- Action item -
State how many lines in the following entries hold the word "space". The reply is that number only.

START Data excerpts

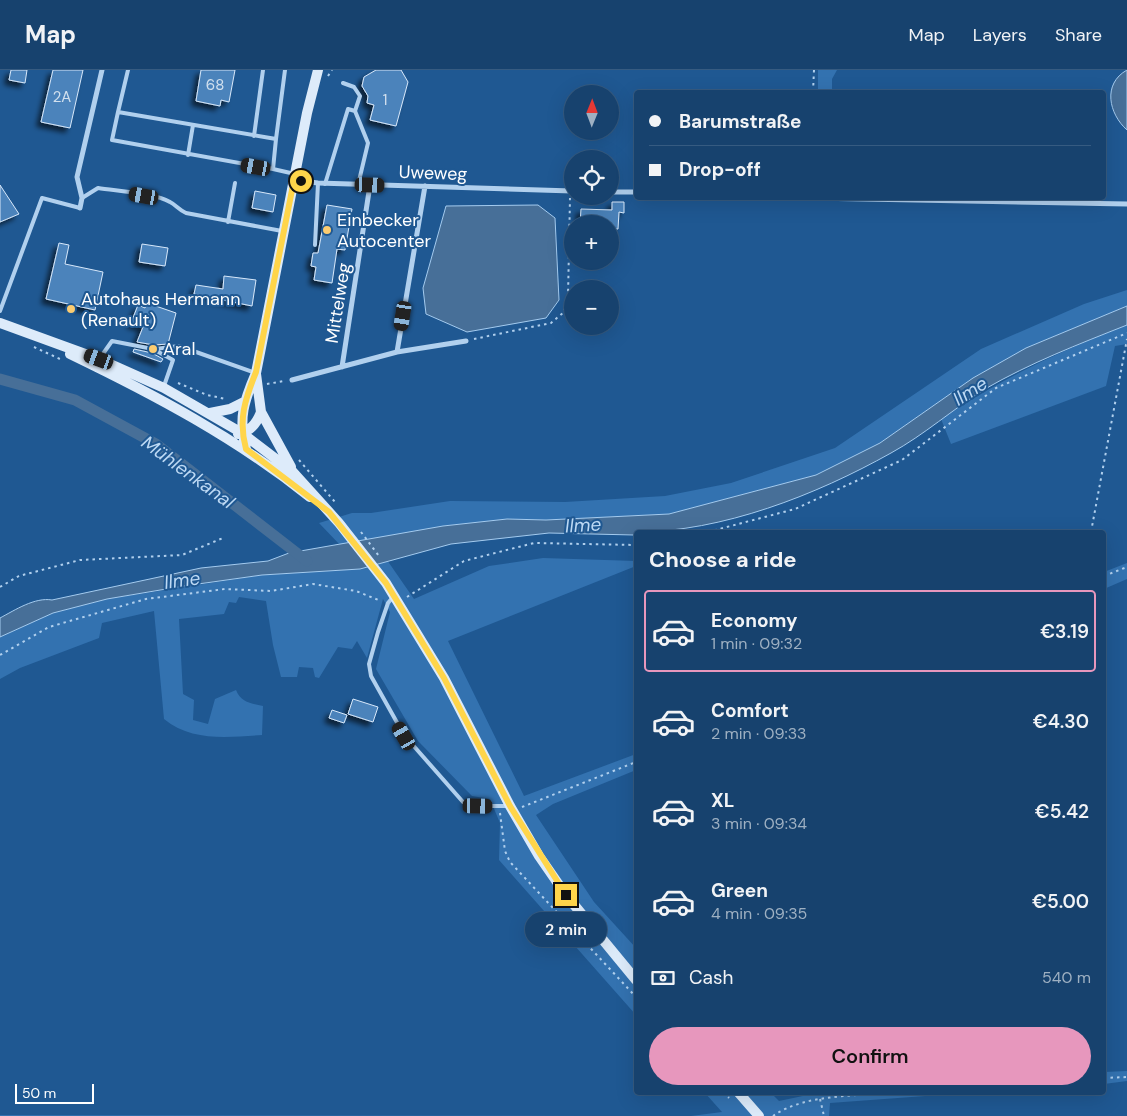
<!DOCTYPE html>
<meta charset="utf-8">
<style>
:root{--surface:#17426e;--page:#244d76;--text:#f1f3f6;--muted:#9eb0c2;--line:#365b81;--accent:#e797bd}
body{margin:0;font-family:"DM Sans",sans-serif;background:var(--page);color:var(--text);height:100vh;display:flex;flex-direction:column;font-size:19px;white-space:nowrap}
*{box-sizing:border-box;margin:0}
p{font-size:16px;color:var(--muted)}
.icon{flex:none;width:28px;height:28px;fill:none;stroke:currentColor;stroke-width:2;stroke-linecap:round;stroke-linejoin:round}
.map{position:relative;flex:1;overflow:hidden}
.side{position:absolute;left:634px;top:460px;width:472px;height:565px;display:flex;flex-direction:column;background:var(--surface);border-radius:5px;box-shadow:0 5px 20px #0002,0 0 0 1px var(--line)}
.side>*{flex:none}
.banner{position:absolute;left:634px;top:20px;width:472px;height:110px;border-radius:5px;box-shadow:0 5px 20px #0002,0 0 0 1px var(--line);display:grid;align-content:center;height:110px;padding:0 15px;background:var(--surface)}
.needle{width:32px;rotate:1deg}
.fabs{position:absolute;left:564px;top:15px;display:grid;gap:10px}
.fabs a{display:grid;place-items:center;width:55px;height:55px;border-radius:50%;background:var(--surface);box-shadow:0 5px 20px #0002,0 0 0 1px var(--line);font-size:25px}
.scale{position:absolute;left:15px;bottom:12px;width:79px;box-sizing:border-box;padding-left:5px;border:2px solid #fff;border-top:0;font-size:14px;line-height:18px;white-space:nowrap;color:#fff;-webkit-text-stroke:4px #1f5892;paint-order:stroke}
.end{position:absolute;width:22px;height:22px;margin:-11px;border:6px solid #ffd54a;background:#111;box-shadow:0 0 0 2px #111}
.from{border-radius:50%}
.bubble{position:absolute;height:35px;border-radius:18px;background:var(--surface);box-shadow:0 5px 20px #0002,0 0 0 1px var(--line);font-size:16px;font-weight:600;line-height:35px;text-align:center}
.car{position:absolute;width:15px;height:30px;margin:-15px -8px;border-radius:6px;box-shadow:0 0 4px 1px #0007;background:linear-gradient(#222 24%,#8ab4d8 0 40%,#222 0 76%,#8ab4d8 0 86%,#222 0)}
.banner b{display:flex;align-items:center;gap:18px;height:48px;font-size:19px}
.banner b+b{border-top:1px solid var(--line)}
.banner i{width:12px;height:12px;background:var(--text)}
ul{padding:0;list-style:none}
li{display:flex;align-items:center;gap:15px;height:82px;margin:0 10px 8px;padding:0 5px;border:2px solid transparent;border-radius:5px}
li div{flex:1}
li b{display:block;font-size:19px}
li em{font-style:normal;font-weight:600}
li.selected{border-color:var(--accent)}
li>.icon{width:45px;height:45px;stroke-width:1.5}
h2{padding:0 15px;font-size:22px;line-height:60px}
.pay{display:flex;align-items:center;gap:12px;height:55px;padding:0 15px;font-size:19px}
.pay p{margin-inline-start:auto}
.cta{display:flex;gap:10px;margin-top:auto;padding:10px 15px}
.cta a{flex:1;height:58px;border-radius:30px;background:var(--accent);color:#111;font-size:20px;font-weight:600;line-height:58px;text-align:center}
header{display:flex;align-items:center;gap:30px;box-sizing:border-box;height:70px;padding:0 25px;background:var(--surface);border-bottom:1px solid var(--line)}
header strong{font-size:24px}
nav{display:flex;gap:28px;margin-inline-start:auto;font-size:18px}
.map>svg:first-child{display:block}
</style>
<header>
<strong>Map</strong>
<nav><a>Map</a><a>Layers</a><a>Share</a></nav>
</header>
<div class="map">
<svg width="1127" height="1046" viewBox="0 0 1127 1046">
<defs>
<filter id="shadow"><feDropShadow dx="-4.5" dy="4.5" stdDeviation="2.5" flood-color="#0009"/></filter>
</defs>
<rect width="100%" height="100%" fill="#1f5892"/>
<path fill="#3372b0" d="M818,0H837L832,9V22H818Z
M1127,220V236L1026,278L973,308L880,373L816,405L669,444L546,450L507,449L443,456L341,476L319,453L352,443H371L450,431L565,432L665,426L731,413L835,378L981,279L1084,234Z
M1127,255V274L1115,276L1106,316L951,374L941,349C1003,308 1058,282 1127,255Z
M543,488L636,491V496L448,571L524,726L636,684V700L553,734L536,745L594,832L636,878V945L499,790L500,753L490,729L472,726L418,671L376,599L390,542L383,529L367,588L357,571L352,579L338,577L319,608L315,607L313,598L299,597L297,607H281L273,575L266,531L239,527L236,533L229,532L224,544L179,549L183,624L194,630L193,650L208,654L215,629L236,620C241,633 251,633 263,636L262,665C228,667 192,672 164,649L154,541L102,553L99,568L20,598L0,609V567L53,543L107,529L262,505L360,499L387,490L414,529L489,496Z
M1127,493V509L1104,519V502Z
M1127,1001V1011L1104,1014V1002Z
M705,1023H771L779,1031L817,1023H966L830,1033L829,1046H691L722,1042Z
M0,1045L602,1046H0Z"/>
<path fill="#476f98" stroke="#a4cbef" d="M1127,0V60C1109,44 1102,14 1127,0Z
M538,135L555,148L559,230L546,248L467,262L426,244L423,218L446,136Z
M1127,236V255C1079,274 1030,293 985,319C953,339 924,365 891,383C816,425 722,462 636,462L634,465L549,463L451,474L360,499L262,505L184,516L107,529L53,543L0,567V548C15,540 35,527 52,530L201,498L268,491L289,483L443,456L507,449L546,450L669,444L816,405L880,373L973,308L1026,278Z"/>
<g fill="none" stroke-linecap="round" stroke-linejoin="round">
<path stroke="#476f98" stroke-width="11" d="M0,309L75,330L156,374L307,491"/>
</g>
<path fill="#4c83bb" stroke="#d7e8fa" filter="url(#shadow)" d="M11,0H27L25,13L9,10Z
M53,0H83L70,58L41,52Z
M201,0H235L229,32L221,30L220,36L196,31Z
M376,0H401L408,12L396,56L370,50L374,35L367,33L368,26L362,16L364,7Z
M0,115L19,144L0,152Z
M255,121L276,125L273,142L252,138Z
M612,132H624V143L619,142L618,159H610V154H580L581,139L612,140Z
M327,135L352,139L345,180L337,179L332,213L314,210L316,197L311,196L313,183H318Z
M59,173L69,175L65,194L103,202L95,240L46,229Z
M142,174L168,178L165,196L139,192Z
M224,206L256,210L252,236L194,224L196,215L223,219Z
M147,233L176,243L168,274L154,275L137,272L143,257L131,253L138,235L145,238Z
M134,279L152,283L163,289L161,292L133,282Z
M353,629L378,637L373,652L348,644Z
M332,640L347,645L344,653L329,648Z"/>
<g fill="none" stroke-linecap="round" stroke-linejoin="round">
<path stroke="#b1d0ee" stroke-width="2" stroke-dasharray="2.5 4" stroke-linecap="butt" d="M328,6L332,0
M813,22L814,0
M474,269L551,253L564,242L568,227L570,128
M34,277L62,290
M178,313L207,325L226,329
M267,314L284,311
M299,390L335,432
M361,462L379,486
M708,462L795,439L902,390L996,318L1127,263
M1091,462L1127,269
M1104,506L1127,497
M0,517L19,506L80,490L182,485L223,468
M407,527L464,491L534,473L636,475
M0,585L49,557L146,529L225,519L271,521L313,514L356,521L381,531
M522,737L636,692
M500,743L505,781L510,792L636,927
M1104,1008L1127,1007
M724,1022L729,1028
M820,1029L824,1046
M773,1046C806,1022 869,1026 909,1022"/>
<path stroke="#b1d0ee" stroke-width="4" d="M128,0L118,42L276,69L273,99L295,104
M343,13L354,17L360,26L355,41
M118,42L112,70L273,99
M254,66L263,0
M276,69L285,0
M188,85L193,55
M325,114L348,39L355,41L368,73L358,115
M82,128L98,118C116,121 155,123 170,132C176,135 179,140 186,143L282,161
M228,152L235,113
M315,175L318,113
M0,241L42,128L80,138
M155,279L179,276L256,303
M100,288L112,271L153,279L173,290L164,316
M393,527L388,533L378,562L369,594L371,606L404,665L463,732L478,736H510"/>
<path stroke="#b1d0ee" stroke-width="5" d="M294,110L318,113L572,121
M610,122H636
M812,128L1127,134
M80,138L82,128L77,107L102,0
M397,282L425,116
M342,297L370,115
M292,310L397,282L466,271"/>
<path stroke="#ddebfa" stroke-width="10" d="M0,253L99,289L164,318L242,363L293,402L339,453L386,513L444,608L510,736L539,786L566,825L636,910
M70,284C155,325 236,368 310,427
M256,304L261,342L291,397
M210,343L230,339L244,332
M238,364C250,362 257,353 261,342
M246,379C238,348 244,331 256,303L307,43L318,0
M738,1022L759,1046"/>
</g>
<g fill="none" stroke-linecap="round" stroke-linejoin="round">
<path stroke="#ffd54a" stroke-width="6" d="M301,111L294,110L256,302C245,329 238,350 246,379L329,442L386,513L444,608L510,736L566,825"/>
</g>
<g fill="#fbcc71" stroke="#1f5892" stroke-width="2">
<circle cx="327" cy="160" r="5"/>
<circle cx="71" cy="239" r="5"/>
<circle cx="153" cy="279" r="5"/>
</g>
<g text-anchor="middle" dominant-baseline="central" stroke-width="4" stroke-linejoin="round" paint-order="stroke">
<g font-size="15" fill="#d2e0ee">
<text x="215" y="15">68</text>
<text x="62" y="27">2A</text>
<text x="385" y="30">1</text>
</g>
<g font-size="18" fill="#fff" stroke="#1f5892">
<text transform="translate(433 103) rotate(2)">Uweweg</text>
<text transform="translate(338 233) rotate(-81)">Mittelweg</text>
</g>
<g font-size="18" fill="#fff" stroke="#1f5892" text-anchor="start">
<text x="337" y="150">Einbecker<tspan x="337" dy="21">Autocenter</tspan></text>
<text x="81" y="229">Autohaus Hermann<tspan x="81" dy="21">(Renault)</tspan></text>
<text x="163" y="279">Aral</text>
</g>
<g font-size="19" font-style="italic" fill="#bdd9f4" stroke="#1f5892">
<text transform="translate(970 321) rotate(-33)">Ilme</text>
<text transform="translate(188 402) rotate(36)">Mühlenkanal</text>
<text transform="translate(583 455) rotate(-3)">Ilme</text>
<text transform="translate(182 510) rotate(-8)">Ilme</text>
</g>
</g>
</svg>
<div class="fabs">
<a><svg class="needle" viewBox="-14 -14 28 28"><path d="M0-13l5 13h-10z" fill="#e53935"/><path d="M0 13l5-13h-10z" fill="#9eb0c2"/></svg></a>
<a><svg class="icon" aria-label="locate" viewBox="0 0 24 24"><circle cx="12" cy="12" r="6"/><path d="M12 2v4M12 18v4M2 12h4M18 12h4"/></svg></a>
<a>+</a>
<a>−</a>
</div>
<div class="scale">50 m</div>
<i class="end from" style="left:301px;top:111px"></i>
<i class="end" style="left:566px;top:825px"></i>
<div class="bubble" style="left:525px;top:842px;width:82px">2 min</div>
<i class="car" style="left:256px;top:97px;rotate:280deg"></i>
<i class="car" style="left:370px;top:115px;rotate:92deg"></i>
<i class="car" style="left:144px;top:126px;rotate:280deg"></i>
<i class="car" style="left:403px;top:246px;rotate:189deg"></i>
<i class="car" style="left:99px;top:289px;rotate:290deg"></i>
<i class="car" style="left:404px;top:666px;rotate:330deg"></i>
<i class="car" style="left:478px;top:736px;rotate:91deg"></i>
<div class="banner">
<b><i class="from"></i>Barumstraße</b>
<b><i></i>Drop-off</b>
</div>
<section class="side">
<h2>Choose a ride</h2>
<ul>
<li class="selected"><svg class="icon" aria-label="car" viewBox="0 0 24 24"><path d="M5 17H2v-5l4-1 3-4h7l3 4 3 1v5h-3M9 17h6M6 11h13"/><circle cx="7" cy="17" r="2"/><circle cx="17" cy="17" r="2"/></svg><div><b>Economy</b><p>1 min · 09:32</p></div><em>€3.19</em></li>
<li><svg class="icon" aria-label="car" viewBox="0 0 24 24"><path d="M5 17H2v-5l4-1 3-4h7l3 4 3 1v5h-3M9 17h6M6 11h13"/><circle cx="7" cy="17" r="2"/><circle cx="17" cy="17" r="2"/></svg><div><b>Comfort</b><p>2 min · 09:33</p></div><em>€4.30</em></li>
<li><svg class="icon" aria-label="car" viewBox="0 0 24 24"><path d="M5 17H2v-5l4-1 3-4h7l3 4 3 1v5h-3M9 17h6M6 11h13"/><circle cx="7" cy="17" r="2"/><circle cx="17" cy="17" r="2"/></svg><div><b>XL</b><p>3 min · 09:34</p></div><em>€5.42</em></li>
<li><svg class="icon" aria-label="car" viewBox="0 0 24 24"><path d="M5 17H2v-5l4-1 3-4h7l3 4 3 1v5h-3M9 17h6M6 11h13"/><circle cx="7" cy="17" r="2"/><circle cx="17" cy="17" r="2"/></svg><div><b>Green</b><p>4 min · 09:35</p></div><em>€5.00</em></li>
</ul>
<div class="pay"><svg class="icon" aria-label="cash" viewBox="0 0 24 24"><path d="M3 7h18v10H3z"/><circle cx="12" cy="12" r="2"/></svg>Cash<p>540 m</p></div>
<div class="cta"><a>Confirm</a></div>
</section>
</div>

END Data excerpts

- Response below -
2